# olive netrite snail problem



## GEN1Dawg91 (Jul 30, 2011)

Hello I have a olive netrite snail and he is about year old at least and he got to a max size of about 1in. but since then I have had to transfer it to a different tank because of copper treatments in the tank it was removed from.
the tank he's in now is a 10gal with a couple of danios and some pygmy corys. the tank that is being treated is slightly brackish but the tank that it is in now has no only a teaspoon in it but the main problem is it seems that the snail has gotten smaller to about a 3/4-1/2 in. since the transfer and im wondering if it could be that its not getting enough nutrition in both of my tanks i drop a algae wafer in them once every two days.
is there something i can do?


----------



## SueD (Aug 4, 2012)

I have a horned nerite in two of my FW tanks, no salt used.

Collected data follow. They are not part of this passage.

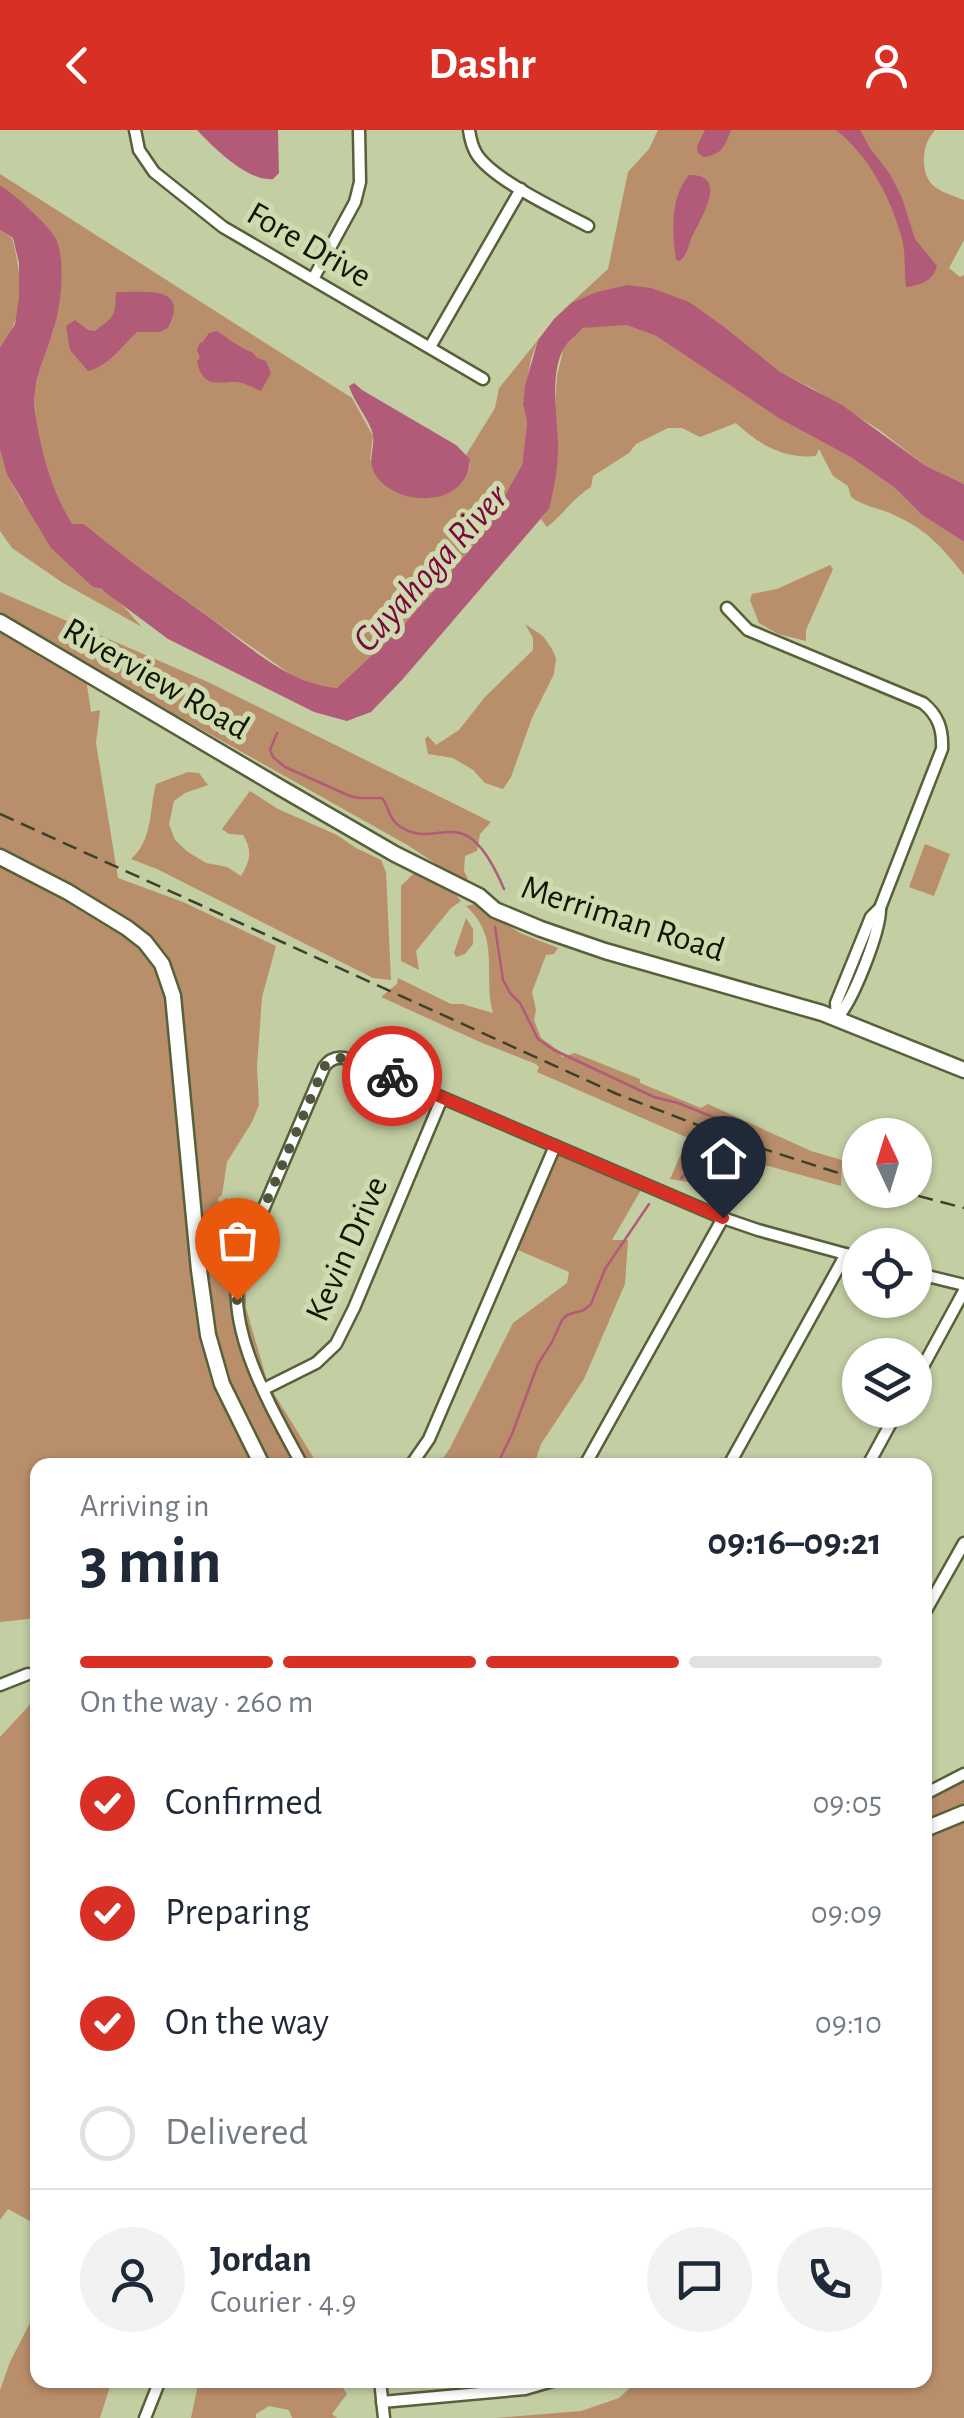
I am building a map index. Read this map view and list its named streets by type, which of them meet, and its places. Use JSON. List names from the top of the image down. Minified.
{"streets":{"main road":["Riverview Road","Merriman Road"],"street":["Fore Drive","Kevin Drive"]},"crossings":[["Riverview Road","Merriman Road"]],"water":["Cuyahoga River"],"north":"top","page":{"header":"Dashr","heading":["3 min","Arriving in","09:16–09:21"],"panel":["Jordan","Courier · 4.9"],"bar":"On the way · 260 m","list":[["Confirmed","09:05"],["Preparing","09:09"],["On the way","09:10"],"Delivered"]}}
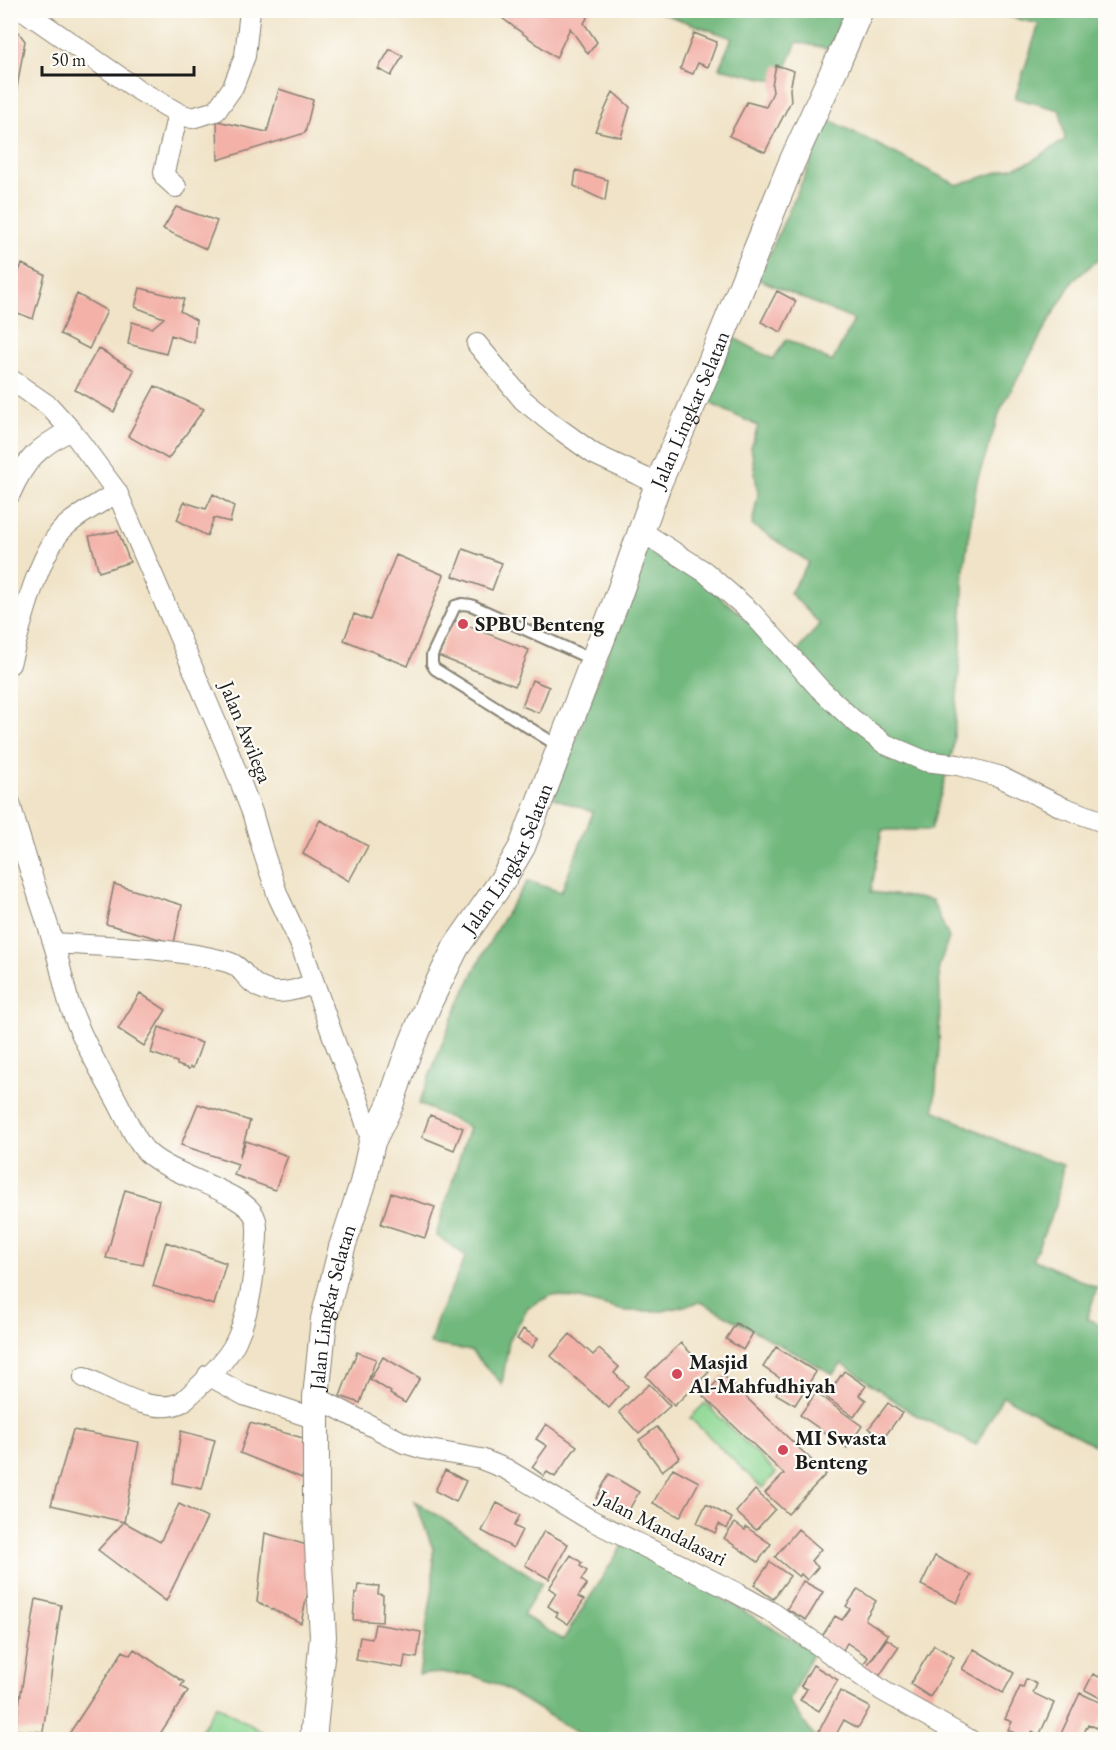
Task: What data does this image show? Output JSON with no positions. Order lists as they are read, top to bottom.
{
  "streets": {
    "street": ["Jalan Lingkar Selatan", "Jalan Awilega", "Jalan Mandalasari"]
  },
  "crossings": [
    ["Jalan Lingkar Selatan", "Jalan Awilega"],
    ["Jalan Lingkar Selatan", "Jalan Mandalasari"]
  ],
  "places": ["SPBU Benteng", "Masjid Al-Mahfudhiyah", "MI Swasta Benteng"],
  "scale_bar": "50 m"
}
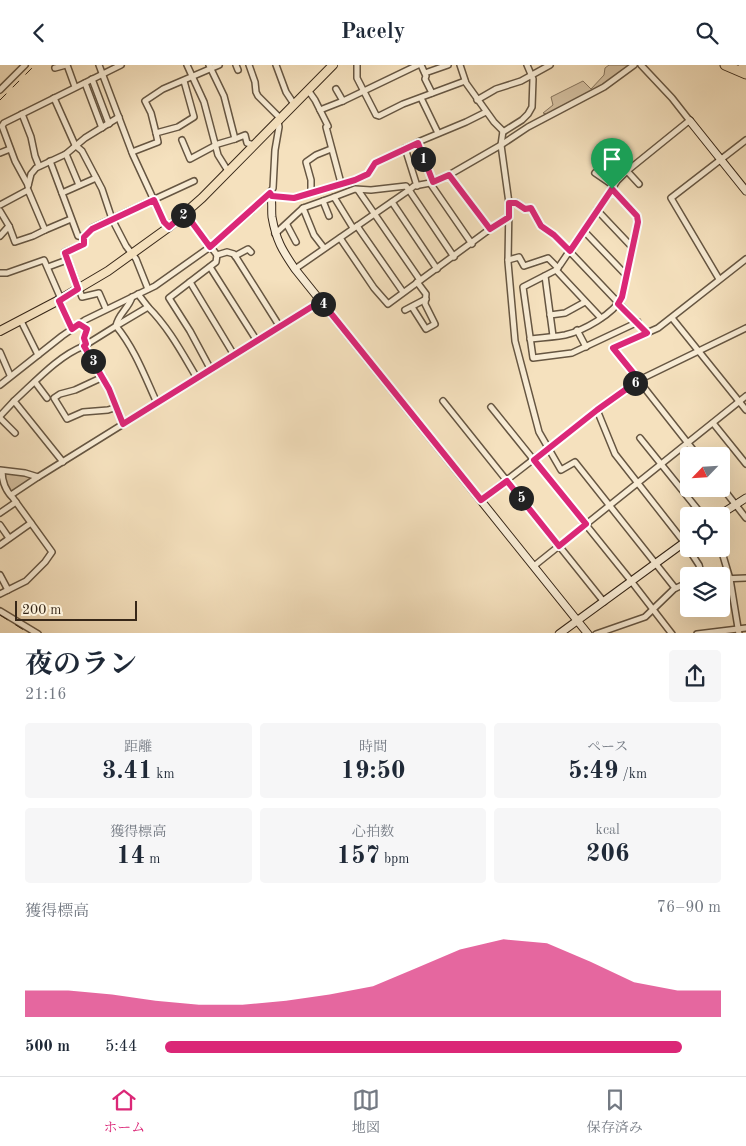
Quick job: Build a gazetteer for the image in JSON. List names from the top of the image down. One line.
{"scale_bar":"200 m","north":"bottom left","page":{"header":"Pacely","pins":["1","2","4","3","6","5"],"scale":"200 m","heading":["夜のラン","21:16"],"stats":[["距離","3.41 km"],["時間","19:50"],["ペース","5:49 /km"],["獲得標高","14 m"],["心拍数","157 bpm"],["kcal","206"]],"chart":["獲得標高","76–90 m"],"list":[{"name":"500 m","note":"5:44"}],"tabs":["ホーム","地図","保存済み"]}}
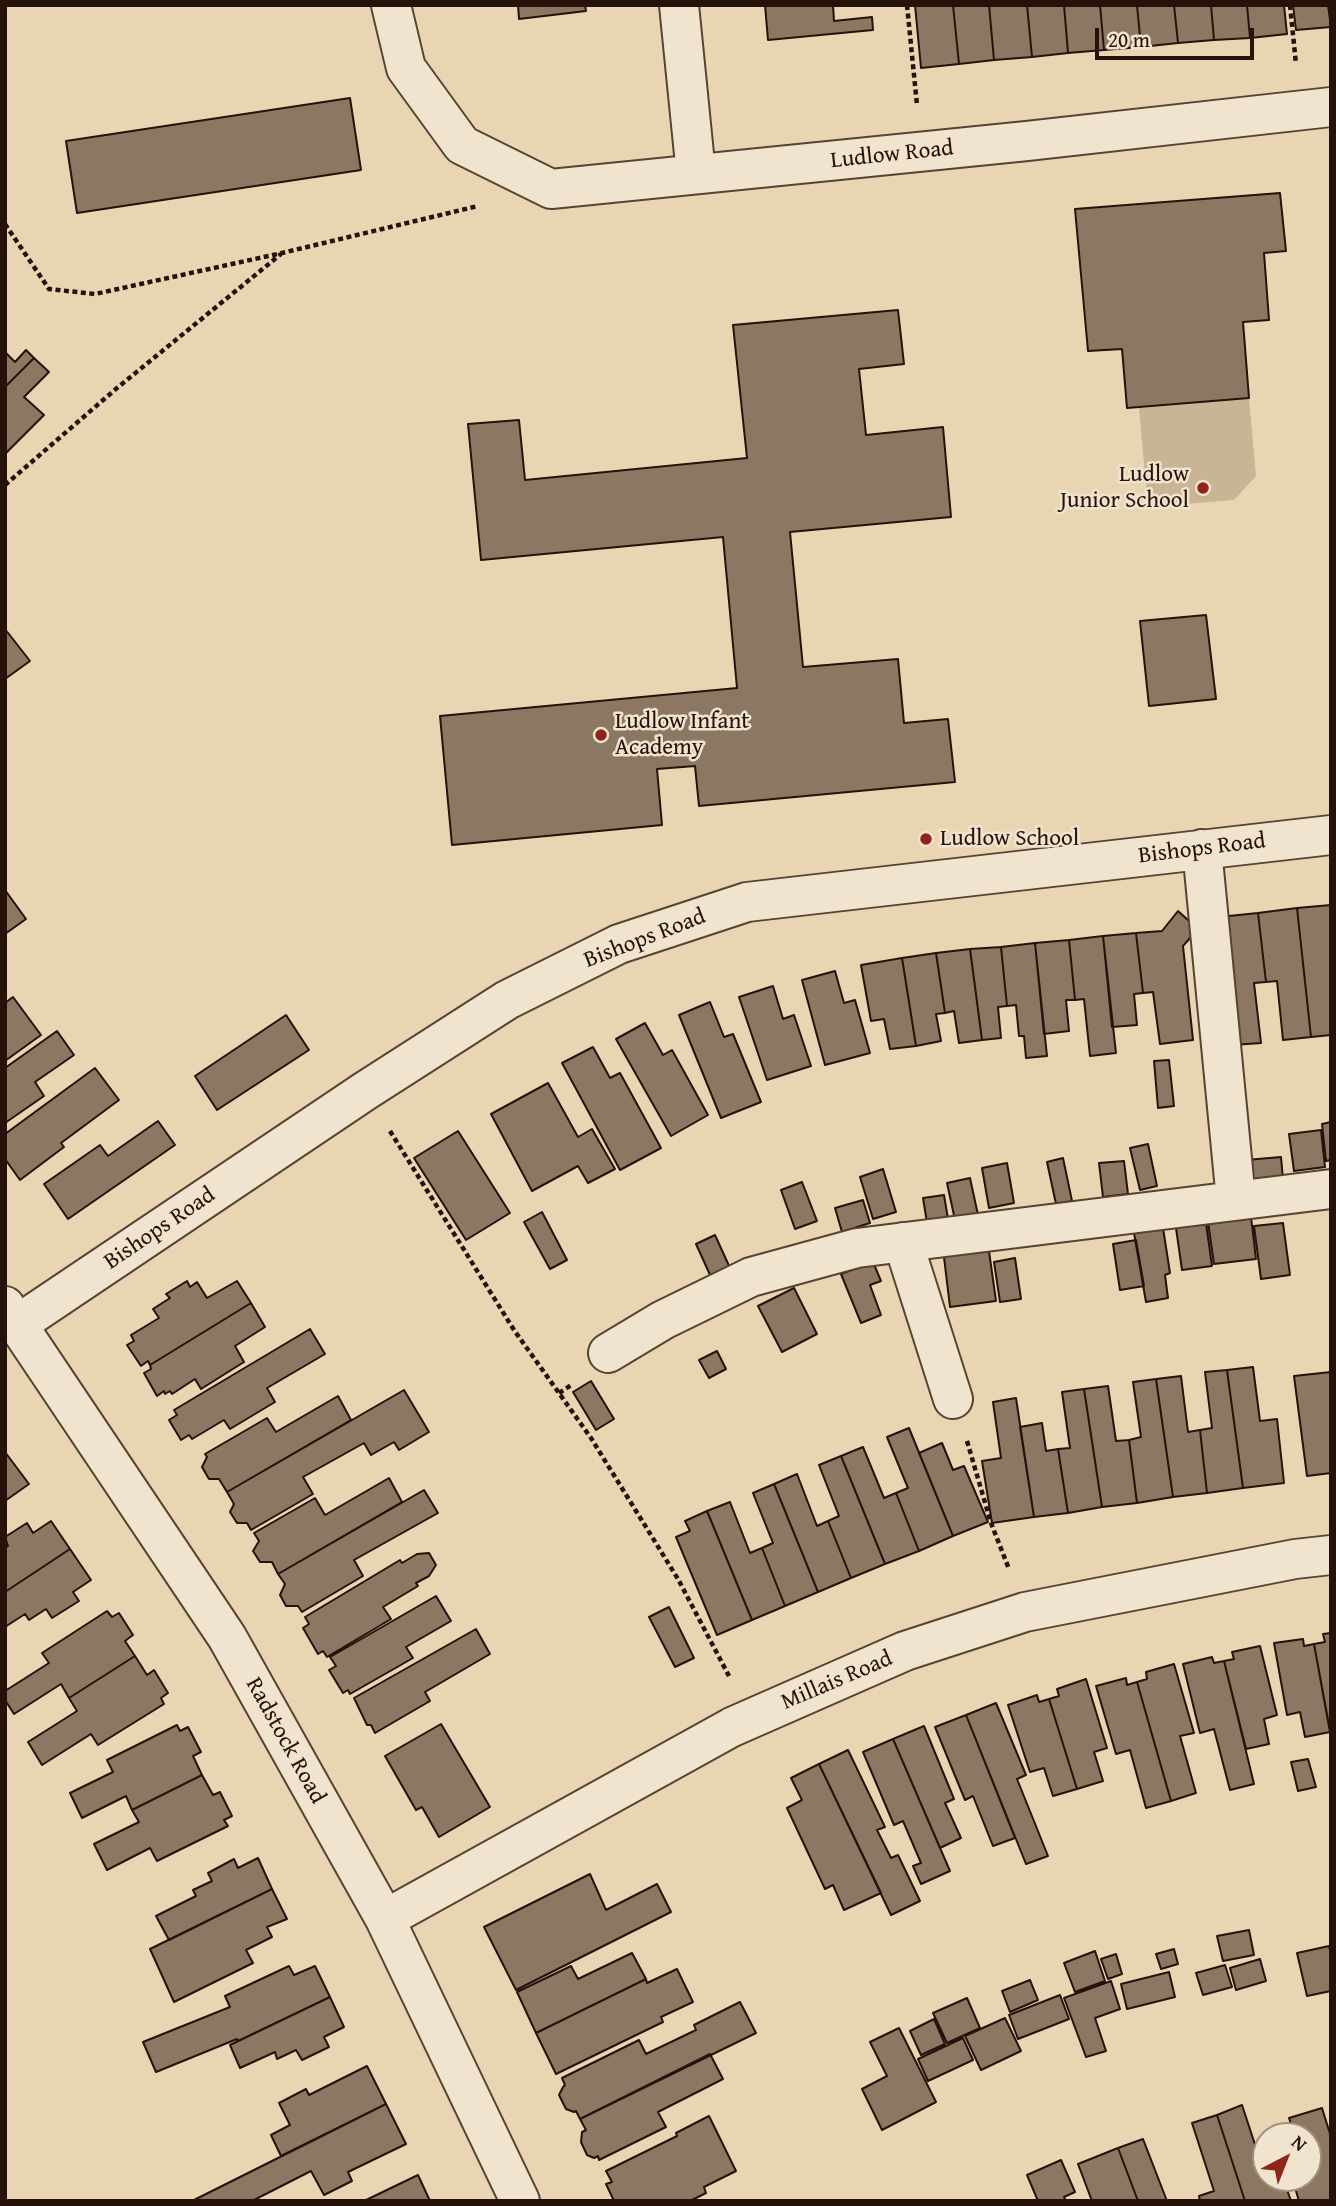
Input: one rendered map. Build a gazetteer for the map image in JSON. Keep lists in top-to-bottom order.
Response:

One of these tanks has absolutely no algae growing (just lucky on this one) and has 2 large sword plants, and the other has minimal to no algae and has moderate to heavy plantings. I don't feed the snails anything special so they must just eat leftover fish food and I've had them about a year.

I'd just keep an eye on it and see what happens. I think I've read that nerites can be adapted from full fresh water to full salt water.


----------



## GEN1Dawg91 (Jul 30, 2011)

i heard that Slow realizing Calcium Blocks could help with shell development could this be something i could look into?


----------